> **Problem requirements**
In the data below, how many lines contain the string "small"? Give only the number.

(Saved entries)

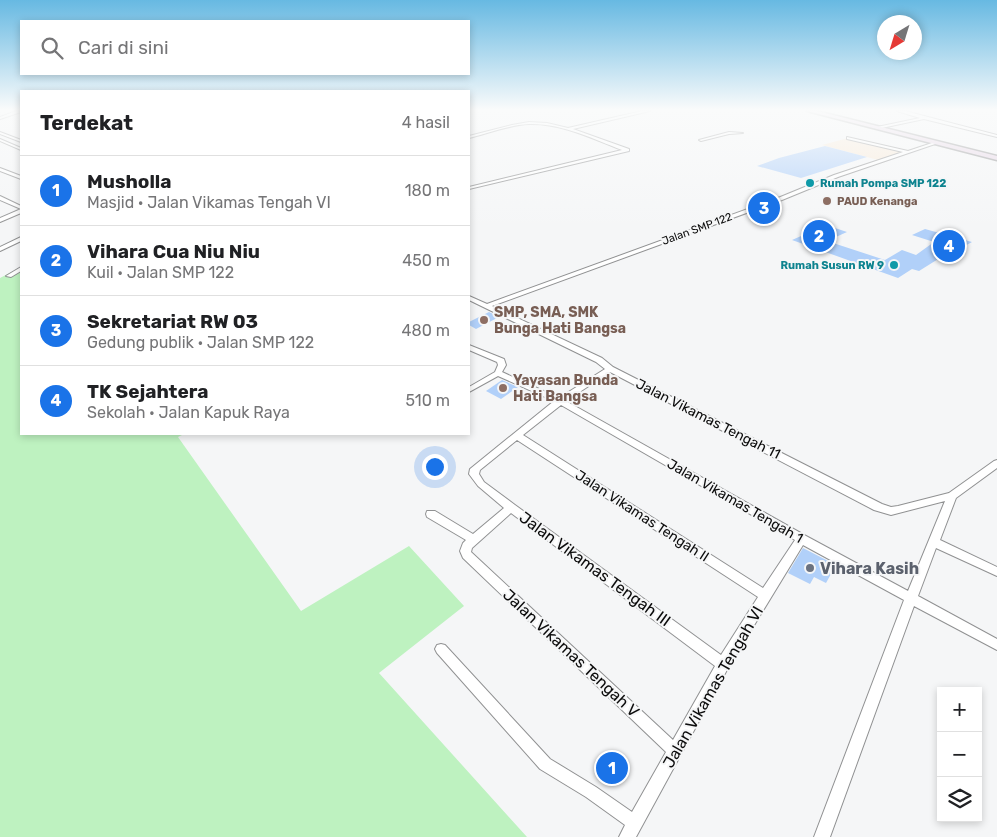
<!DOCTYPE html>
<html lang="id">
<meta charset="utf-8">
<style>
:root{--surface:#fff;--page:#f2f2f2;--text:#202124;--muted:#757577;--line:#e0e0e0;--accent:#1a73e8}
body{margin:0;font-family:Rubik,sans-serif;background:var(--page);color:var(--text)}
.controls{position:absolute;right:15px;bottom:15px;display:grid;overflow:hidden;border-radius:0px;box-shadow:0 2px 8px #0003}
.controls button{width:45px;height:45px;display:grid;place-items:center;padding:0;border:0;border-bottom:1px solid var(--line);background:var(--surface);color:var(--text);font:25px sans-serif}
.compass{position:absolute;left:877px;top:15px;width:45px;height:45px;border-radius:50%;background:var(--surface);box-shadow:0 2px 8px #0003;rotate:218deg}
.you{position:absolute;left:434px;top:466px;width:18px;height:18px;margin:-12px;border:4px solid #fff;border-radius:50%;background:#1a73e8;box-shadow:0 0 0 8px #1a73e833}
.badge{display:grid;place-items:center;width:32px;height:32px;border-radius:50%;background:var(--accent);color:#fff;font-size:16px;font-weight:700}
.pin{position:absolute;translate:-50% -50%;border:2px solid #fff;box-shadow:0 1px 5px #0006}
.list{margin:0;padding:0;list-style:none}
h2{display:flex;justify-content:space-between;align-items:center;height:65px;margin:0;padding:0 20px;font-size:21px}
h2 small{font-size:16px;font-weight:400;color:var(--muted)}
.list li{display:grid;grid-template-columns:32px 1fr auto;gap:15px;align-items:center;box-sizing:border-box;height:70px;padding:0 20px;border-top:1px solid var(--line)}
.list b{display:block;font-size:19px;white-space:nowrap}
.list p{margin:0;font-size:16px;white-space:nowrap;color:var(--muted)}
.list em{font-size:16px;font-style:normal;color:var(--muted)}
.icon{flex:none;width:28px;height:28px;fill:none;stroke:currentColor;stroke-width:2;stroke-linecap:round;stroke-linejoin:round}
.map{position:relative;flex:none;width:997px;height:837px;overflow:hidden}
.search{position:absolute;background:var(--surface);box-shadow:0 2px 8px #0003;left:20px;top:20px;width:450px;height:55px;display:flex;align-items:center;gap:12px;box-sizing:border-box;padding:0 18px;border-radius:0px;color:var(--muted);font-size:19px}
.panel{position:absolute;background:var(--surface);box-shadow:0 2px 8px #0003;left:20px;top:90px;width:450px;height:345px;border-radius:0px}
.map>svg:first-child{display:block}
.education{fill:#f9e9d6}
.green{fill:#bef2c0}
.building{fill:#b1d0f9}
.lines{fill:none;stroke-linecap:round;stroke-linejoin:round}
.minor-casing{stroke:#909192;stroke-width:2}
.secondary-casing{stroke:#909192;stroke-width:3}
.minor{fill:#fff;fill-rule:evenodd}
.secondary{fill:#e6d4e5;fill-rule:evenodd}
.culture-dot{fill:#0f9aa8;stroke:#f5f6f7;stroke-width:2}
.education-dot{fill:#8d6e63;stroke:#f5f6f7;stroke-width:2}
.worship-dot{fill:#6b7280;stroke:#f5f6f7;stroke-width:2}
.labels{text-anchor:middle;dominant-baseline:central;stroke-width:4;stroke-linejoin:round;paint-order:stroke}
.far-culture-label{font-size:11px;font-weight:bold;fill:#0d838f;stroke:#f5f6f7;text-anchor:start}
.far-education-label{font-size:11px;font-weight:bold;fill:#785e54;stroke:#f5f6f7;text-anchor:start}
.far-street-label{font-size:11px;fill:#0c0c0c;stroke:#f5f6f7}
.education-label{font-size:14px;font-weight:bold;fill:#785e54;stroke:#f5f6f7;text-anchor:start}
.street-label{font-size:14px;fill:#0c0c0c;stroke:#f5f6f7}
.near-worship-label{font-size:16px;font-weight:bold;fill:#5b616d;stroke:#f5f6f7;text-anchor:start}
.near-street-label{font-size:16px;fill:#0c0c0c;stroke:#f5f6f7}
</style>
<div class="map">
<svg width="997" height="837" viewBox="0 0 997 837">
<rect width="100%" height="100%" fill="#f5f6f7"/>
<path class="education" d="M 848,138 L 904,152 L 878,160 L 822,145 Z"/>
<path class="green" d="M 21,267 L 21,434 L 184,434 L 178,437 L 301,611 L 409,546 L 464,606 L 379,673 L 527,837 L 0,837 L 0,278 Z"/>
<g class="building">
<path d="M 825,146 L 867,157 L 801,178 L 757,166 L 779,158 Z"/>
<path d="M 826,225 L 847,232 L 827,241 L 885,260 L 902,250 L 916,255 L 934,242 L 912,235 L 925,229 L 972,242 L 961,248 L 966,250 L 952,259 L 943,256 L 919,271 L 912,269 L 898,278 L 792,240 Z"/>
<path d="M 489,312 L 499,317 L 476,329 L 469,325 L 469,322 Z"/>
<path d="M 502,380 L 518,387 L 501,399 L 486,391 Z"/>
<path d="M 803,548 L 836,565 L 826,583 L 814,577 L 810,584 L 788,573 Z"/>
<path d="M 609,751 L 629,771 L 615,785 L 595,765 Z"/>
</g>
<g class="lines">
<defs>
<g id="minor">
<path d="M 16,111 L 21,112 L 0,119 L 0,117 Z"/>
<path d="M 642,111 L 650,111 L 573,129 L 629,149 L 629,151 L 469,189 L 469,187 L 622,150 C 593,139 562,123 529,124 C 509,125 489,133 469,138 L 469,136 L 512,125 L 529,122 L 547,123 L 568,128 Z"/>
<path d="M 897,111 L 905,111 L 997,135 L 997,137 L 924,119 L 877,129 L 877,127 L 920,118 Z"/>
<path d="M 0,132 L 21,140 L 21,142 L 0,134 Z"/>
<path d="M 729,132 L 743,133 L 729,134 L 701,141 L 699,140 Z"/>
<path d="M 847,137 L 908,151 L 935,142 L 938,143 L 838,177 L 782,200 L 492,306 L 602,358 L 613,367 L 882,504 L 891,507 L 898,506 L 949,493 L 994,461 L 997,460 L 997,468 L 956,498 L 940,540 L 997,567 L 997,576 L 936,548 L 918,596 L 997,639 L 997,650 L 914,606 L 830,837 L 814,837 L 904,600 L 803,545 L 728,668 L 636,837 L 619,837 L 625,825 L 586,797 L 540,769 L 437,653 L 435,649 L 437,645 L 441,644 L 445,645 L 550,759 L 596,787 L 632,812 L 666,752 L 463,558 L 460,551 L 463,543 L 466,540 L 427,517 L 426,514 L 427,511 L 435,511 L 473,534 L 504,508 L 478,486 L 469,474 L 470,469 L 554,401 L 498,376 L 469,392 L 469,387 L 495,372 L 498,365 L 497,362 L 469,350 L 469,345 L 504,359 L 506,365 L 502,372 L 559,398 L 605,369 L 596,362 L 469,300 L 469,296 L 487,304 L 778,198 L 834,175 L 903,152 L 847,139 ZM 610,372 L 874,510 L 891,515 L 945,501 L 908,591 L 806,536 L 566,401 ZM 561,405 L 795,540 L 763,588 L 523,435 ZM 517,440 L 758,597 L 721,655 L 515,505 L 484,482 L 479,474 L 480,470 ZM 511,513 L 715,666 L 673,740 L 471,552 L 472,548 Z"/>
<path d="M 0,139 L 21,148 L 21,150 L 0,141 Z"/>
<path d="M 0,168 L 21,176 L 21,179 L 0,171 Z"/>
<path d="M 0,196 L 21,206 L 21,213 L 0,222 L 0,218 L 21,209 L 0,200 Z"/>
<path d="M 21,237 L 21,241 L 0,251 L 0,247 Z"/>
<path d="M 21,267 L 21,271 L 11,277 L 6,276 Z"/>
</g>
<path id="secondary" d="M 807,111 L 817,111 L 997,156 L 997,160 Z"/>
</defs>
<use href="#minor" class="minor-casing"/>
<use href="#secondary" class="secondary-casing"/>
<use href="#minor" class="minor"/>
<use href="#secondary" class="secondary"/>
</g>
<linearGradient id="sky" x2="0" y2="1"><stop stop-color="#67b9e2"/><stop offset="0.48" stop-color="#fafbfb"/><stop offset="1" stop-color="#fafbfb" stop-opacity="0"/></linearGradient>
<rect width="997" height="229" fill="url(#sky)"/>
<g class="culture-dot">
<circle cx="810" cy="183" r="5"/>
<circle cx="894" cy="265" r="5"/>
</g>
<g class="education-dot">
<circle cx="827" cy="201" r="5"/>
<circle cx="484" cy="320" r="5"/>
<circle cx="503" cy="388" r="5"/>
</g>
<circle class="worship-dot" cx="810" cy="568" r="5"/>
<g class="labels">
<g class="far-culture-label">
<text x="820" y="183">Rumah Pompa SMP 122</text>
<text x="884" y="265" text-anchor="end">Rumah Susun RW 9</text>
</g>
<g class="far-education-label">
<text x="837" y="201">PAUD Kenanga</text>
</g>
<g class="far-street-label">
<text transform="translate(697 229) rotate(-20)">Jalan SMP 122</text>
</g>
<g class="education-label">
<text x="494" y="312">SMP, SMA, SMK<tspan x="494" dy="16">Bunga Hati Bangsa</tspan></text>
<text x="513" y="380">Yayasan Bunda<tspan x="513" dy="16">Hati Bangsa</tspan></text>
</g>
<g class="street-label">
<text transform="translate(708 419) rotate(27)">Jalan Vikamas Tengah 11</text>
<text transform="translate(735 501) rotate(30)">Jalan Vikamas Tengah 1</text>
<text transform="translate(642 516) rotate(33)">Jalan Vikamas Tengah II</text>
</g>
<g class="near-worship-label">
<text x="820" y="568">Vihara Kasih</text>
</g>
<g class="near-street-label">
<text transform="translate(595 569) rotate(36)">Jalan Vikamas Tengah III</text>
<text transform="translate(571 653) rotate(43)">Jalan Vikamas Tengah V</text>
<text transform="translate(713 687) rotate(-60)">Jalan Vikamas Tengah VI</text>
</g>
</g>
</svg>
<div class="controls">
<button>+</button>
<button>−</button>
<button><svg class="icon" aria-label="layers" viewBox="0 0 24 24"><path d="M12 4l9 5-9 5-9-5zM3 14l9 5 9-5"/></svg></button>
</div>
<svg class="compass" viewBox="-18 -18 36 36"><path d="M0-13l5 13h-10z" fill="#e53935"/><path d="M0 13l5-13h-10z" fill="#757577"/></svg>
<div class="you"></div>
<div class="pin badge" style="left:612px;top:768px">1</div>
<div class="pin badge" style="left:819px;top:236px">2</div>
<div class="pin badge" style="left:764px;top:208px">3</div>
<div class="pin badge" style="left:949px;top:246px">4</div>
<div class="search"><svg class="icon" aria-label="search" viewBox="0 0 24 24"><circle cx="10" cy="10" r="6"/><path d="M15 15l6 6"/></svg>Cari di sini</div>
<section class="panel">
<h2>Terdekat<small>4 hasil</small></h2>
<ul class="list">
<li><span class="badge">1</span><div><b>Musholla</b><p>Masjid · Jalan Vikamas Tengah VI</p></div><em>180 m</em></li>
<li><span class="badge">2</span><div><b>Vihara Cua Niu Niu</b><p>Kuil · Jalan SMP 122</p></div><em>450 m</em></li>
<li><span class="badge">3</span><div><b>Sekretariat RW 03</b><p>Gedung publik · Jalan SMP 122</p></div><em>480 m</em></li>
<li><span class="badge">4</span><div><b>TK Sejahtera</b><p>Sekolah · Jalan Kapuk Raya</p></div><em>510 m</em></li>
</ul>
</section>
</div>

> **Answer for the task**
2